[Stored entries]

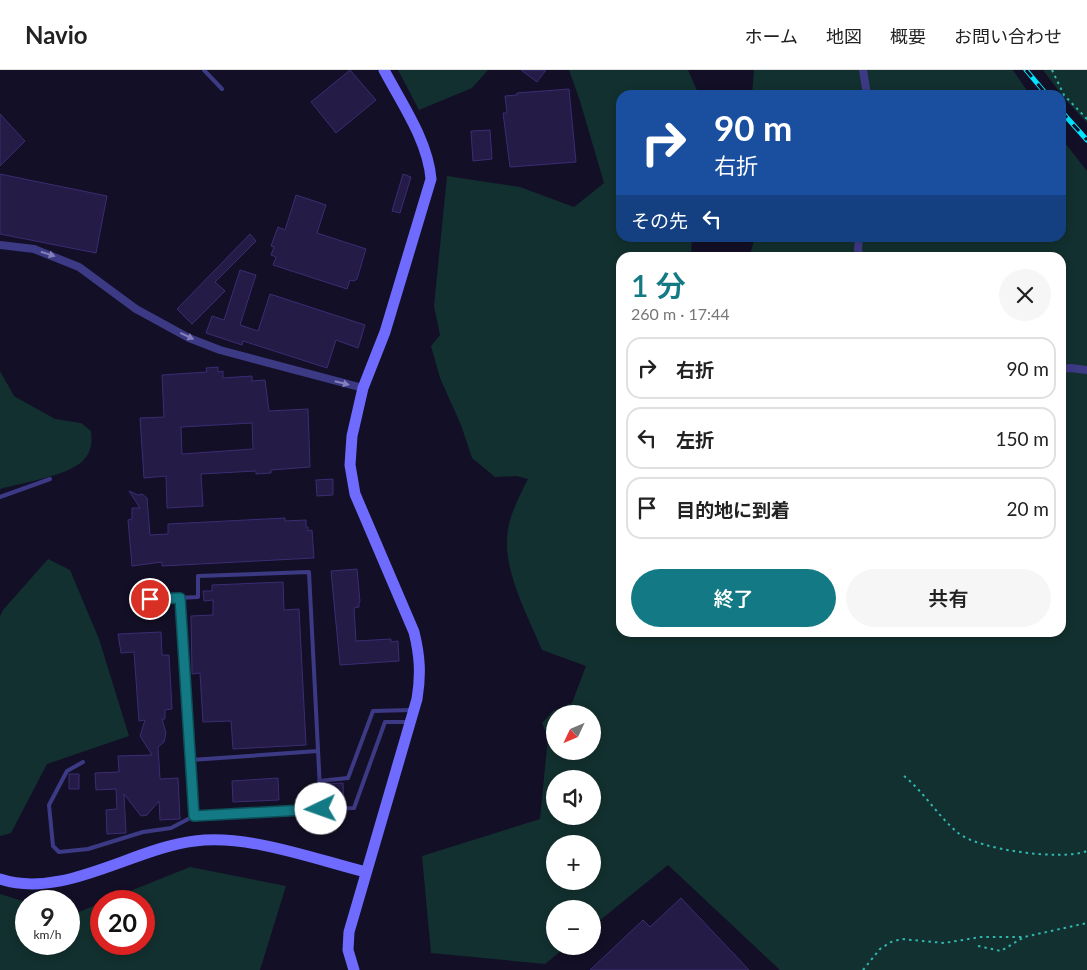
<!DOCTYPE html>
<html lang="ja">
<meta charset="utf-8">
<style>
body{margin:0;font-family:Lato,"Noto Sans JP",sans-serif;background:#f6f6f6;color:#222;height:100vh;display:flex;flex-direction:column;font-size:19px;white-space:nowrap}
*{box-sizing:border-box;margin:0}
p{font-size:16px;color:#767676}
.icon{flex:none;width:28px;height:28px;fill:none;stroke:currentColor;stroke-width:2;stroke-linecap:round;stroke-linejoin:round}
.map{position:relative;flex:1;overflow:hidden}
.sheet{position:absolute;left:616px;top:182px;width:450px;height:385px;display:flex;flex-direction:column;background:#fff;border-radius:15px;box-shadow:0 2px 8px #0003}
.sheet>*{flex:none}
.hud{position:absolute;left:616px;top:20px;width:450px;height:152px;border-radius:15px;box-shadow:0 2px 8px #0003;background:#1a4fa0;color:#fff;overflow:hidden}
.needle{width:32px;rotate:226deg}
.buttons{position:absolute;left:546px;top:635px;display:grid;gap:10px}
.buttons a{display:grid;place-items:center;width:55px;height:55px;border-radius:50%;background:#fff;box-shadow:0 2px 8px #0003;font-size:25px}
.speed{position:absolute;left:15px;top:820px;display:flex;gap:10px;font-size:25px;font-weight:700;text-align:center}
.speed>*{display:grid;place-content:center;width:65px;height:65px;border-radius:50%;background:#fff;box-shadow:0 2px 8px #0003;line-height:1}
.speed small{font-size:12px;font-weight:400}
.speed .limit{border:8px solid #d22;background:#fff;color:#111}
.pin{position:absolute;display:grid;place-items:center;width:42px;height:42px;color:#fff;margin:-21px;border:2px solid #fff;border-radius:50%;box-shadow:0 1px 5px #0007}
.me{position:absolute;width:55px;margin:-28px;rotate:267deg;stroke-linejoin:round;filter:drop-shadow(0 0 4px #0008)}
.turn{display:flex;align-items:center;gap:18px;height:105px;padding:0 15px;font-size:22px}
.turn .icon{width:65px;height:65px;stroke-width:2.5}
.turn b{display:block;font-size:35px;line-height:42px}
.then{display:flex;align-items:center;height:48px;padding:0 15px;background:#0003;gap:10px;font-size:19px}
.round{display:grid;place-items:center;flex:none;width:52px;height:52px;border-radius:26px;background:#f6f6f6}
.headline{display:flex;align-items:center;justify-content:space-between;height:85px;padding:0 15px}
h1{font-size:30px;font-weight:600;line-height:38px;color:#137a85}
.action{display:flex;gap:10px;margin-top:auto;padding:10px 15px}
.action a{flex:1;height:58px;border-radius:30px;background:#137a85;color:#fff;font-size:20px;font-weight:600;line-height:58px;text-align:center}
.action a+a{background:#f6f6f6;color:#222}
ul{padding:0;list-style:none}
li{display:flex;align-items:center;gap:15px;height:62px;margin:0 10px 8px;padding:0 5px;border:2px solid #e0e0e0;border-radius:15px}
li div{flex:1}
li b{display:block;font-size:19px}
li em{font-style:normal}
header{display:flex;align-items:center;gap:30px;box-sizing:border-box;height:70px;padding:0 25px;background:#fff;border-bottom:1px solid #e0e0e0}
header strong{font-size:24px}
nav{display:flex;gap:28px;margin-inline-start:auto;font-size:18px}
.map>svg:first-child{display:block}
.green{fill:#12302f;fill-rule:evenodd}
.building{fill:#241b47;stroke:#3b2d73;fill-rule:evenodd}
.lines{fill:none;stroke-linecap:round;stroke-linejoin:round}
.path{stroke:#2fb8b0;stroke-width:2;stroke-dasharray:2.5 4;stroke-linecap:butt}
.lane{stroke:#3d3a85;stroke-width:4}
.street{stroke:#3d3a85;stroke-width:8}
.secondary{stroke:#6f6bff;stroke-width:11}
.rail-casing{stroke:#00e5ff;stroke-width:5}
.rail{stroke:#130f26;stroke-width:3;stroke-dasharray:9;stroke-linecap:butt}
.oneway{fill:#837fbc}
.route-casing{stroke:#0c4f56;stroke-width:12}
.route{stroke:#137a85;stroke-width:9}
</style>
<header>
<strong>Navio</strong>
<nav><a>ホーム</a><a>地図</a><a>概要</a><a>お問い合わせ</a></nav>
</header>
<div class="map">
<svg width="1087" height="900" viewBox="0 0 1087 900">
<rect width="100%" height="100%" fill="#130f26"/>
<path class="green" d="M 398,0 L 488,0 L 472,18 L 419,40 Z
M 569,0 L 688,0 L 699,25 L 621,25 L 621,168 L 692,168 L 691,187 L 621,188 L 621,562 L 1061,562 L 1061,188 L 749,187 L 755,168 L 1061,168 L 1061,68 L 1087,101 L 1087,900 L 780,900 L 668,795 L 593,856 L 592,839 L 555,839 L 555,876 L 567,876 L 545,894 L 431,883 L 422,786 L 540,749 L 548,667 L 542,653 L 553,641 L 572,633 L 586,596 L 542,580 C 529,549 505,504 507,470 C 507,449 519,427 528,409 L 517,406 L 495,407 L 472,388 L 461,355 L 440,308 L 431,276 L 440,265 L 434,236 L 447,106 L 520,117 L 574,137 L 604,113 L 580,31 ZM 555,644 L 592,644 L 592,681 L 555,681 ZM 555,709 L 592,709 L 592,746 L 555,746 ZM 555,774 L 592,774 L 592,811 L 555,811 Z
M 754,0 L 1013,0 L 1030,25 L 752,25 Z
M 1043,0 L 1087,0 L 1087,53 L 1064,28 Z
M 0,301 L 14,326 L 55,349 L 81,353 L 91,361 C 92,371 92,379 86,387 C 75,405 21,413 0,419 Z
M 48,489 L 70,500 L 99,569 L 129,666 L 47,694 L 11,763 L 0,766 L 0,546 L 3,540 Z
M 190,797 L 286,816 L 260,900 L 0,900 L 0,824 L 26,832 L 26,874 L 69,874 L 69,846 L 101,833 L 101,874 L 144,874 L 144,831 L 105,831 Z"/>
<path class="building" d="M 350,0 L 376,30 L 336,63 L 311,32 Z
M 521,0 L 546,0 L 537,12 Z
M 569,19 L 576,92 L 510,97 L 503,43 L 507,43 L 505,26 L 517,25 L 517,23 Z
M 0,44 L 25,71 L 0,96 Z
M 490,60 L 492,89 L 473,91 L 471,61 Z
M 0,104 L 107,126 L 96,183 L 0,164 Z
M 403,104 L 411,107 L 400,143 L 392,141 Z
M 296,125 L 326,135 L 317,163 L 366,179 L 357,209 L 354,211 L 350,210 L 347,219 L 273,195 L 276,187 L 271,185 L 274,177 L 271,176 L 278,157 L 285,160 Z
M 250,164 L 256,171 L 215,212 L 225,221 L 192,254 L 177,239 Z
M 240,200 L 256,205 L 240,255 L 258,261 L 270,224 L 365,255 L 358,278 L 336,270 L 327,298 L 243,271 L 242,275 L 206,263 L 212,246 L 224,250 Z
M 218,297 L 218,302 L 223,301 L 223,308 L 252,306 L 252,311 L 265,310 L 269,341 L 308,339 L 310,397 L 271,400 L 271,403 L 256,404 L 256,401 L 201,404 L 203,436 L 167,438 L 166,406 L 144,408 L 140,348 L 164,347 L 162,305 L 207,302 L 206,298 ZM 252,353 L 253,379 L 182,384 L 181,357 Z
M 333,409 L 333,425 L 317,426 L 316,410 Z
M 129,421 L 138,425 L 142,424 L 147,428 L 150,465 L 168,464 L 168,454 L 285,448 L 285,451 L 306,450 L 306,457 L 308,457 L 308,461 L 312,460 L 314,488 L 162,496 L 162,492 L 132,496 L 128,450 L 132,449 L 132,438 L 140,438 Z
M 357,499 L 360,532 L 359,532 L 359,537 L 354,538 L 356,571 L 391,569 L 391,572 L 398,571 L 399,591 L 340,595 L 331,501 Z
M 283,512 L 284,540 L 299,539 L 306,675 L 233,679 L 231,651 L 203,652 L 200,603 L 192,604 L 191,546 L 213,545 L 213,530 L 204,531 L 203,521 L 212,521 L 212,515 Z
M 161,562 L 162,585 L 169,585 L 172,639 L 165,640 L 165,649 L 162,649 L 166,663 L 164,672 L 158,677 L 160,709 L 178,708 L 180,749 L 160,750 L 159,731 L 147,745 L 141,746 L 124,724 L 126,763 L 107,764 L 106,740 L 117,739 L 116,719 L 96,720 L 95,703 L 119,702 L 118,686 L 152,685 L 140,666 L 145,650 L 139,651 L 134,582 L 121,583 L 118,564 Z
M 69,704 L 79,704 L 79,719 L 69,719 Z
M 278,708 L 279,730 L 233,732 L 232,711 Z
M 343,713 L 344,735 L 327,735 L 325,714 Z
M 681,828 L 749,900 L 590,900 L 643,850 L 650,857 Z"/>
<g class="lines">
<path class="path" d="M 1052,0 L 1064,25 L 1087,49
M 904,706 C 924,722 937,745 957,762 C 977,780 1062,791 1087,781
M 978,876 L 1001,881 L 1024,867 L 1087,853
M 863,900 L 880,879 L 891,872 L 902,869 L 944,873 L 981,867 L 1024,867"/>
<path class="lane" d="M 204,0 L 222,19
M 0,427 L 50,409
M 180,528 L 194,746
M 191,690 L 318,681
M 83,692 L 67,701 L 49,735 L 53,776 L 59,782 L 88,779 L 143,762 L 171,758 L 194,746 L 321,739 L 309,502 L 198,506 L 198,527 L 136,530
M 319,711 L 348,708 L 373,641 L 412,640
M 321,739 L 354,738 L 385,652 L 408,652"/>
<path class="street" d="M 863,0 L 867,25
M 859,168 L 858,179 L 860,188
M 0,175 L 34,179 L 79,197 L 136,239 L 189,268 L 220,280 L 363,318
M 1061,299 L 1071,298 L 1087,300"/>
<path class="secondary" d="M 0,809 C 63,830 133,778 195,771 C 248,764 314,789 366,802
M 354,900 L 348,880 L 349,862 L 417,629 C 421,605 420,586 414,562 L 355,424 L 350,395 L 352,366 L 363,318 L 385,262 L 431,109 C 428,71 402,34 384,0"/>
<defs>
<path id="rail" d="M 1026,0 L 1047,25
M 1061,41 L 1087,70"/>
</defs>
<use href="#rail" class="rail-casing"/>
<use href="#rail" class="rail"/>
</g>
<defs><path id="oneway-solid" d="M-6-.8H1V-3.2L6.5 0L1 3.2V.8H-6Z" transform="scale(1.25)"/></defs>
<g class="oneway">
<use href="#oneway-solid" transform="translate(48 184) rotate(18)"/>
<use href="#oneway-solid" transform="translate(187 266) rotate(25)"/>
<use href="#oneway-solid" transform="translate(342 313) rotate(14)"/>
</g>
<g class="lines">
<defs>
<path id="route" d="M 150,529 L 180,528 L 194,746 L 321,739"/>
</defs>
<use href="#route" class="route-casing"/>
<use href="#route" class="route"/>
</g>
</svg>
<div class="buttons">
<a><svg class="needle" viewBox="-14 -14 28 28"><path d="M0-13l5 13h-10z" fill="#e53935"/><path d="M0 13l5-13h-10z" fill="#767676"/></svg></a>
<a><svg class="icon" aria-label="sound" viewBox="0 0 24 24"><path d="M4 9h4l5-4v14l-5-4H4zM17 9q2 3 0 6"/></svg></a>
<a>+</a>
<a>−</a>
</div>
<div class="speed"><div>9<small>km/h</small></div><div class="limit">20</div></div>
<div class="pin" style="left:150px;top:529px;background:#d93025"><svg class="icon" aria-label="arrive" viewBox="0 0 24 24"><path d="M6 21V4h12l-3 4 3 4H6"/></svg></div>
<svg class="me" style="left:321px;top:739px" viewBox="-20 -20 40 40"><circle r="19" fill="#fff"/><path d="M0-13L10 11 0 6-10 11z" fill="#137a85"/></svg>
<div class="hud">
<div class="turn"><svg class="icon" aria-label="right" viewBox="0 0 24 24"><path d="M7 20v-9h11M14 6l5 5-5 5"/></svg><div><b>90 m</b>右折</div></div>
<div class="then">その先<svg class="icon" aria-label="left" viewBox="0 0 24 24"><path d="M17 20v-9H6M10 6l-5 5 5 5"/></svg></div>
</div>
<section class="sheet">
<div class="headline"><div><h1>1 分</h1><p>260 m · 17:44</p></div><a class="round"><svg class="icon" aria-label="close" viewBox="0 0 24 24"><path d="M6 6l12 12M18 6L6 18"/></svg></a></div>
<ul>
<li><svg class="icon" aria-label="right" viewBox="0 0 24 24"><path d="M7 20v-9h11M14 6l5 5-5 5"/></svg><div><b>右折</b></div><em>90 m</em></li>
<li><svg class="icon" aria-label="left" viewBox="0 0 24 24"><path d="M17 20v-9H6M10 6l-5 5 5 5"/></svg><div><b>左折</b></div><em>150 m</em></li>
<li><svg class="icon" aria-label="arrive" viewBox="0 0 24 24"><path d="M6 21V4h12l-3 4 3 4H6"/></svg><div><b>目的地に到着</b></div><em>20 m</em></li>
</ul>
<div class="action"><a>終了</a><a>共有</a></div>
</section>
</div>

Your goal:
Wherever the string "position" occurs in the records above, copy that line.

Exercise result:
.map{position:relative;flex:1;overflow:hidden}
.sheet{position:absolute;left:616px;top:182px;width:450px;height:385px;display:flex;flex-direction:column;background:#fff;border-radius:15px;box-shadow:0 2px 8px #0003}
.hud{position:absolute;left:616px;top:20px;width:450px;height:152px;border-radius:15px;box-shadow:0 2px 8px #0003;background:#1a4fa0;color:#fff;overflow:hidden}
.buttons{position:absolute;left:546px;top:635px;display:grid;gap:10px}
.speed{position:absolute;left:15px;top:820px;display:flex;gap:10px;font-size:25px;font-weight:700;text-align:center}
.pin{position:absolute;display:grid;place-items:center;width:42px;height:42px;color:#fff;margin:-21px;border:2px solid #fff;border-radius:50%;box-shadow:0 1px 5px #0007}
.me{position:absolute;width:55px;margin:-28px;rotate:267deg;stroke-linejoin:round;filter:drop-shadow(0 0 4px #0008)}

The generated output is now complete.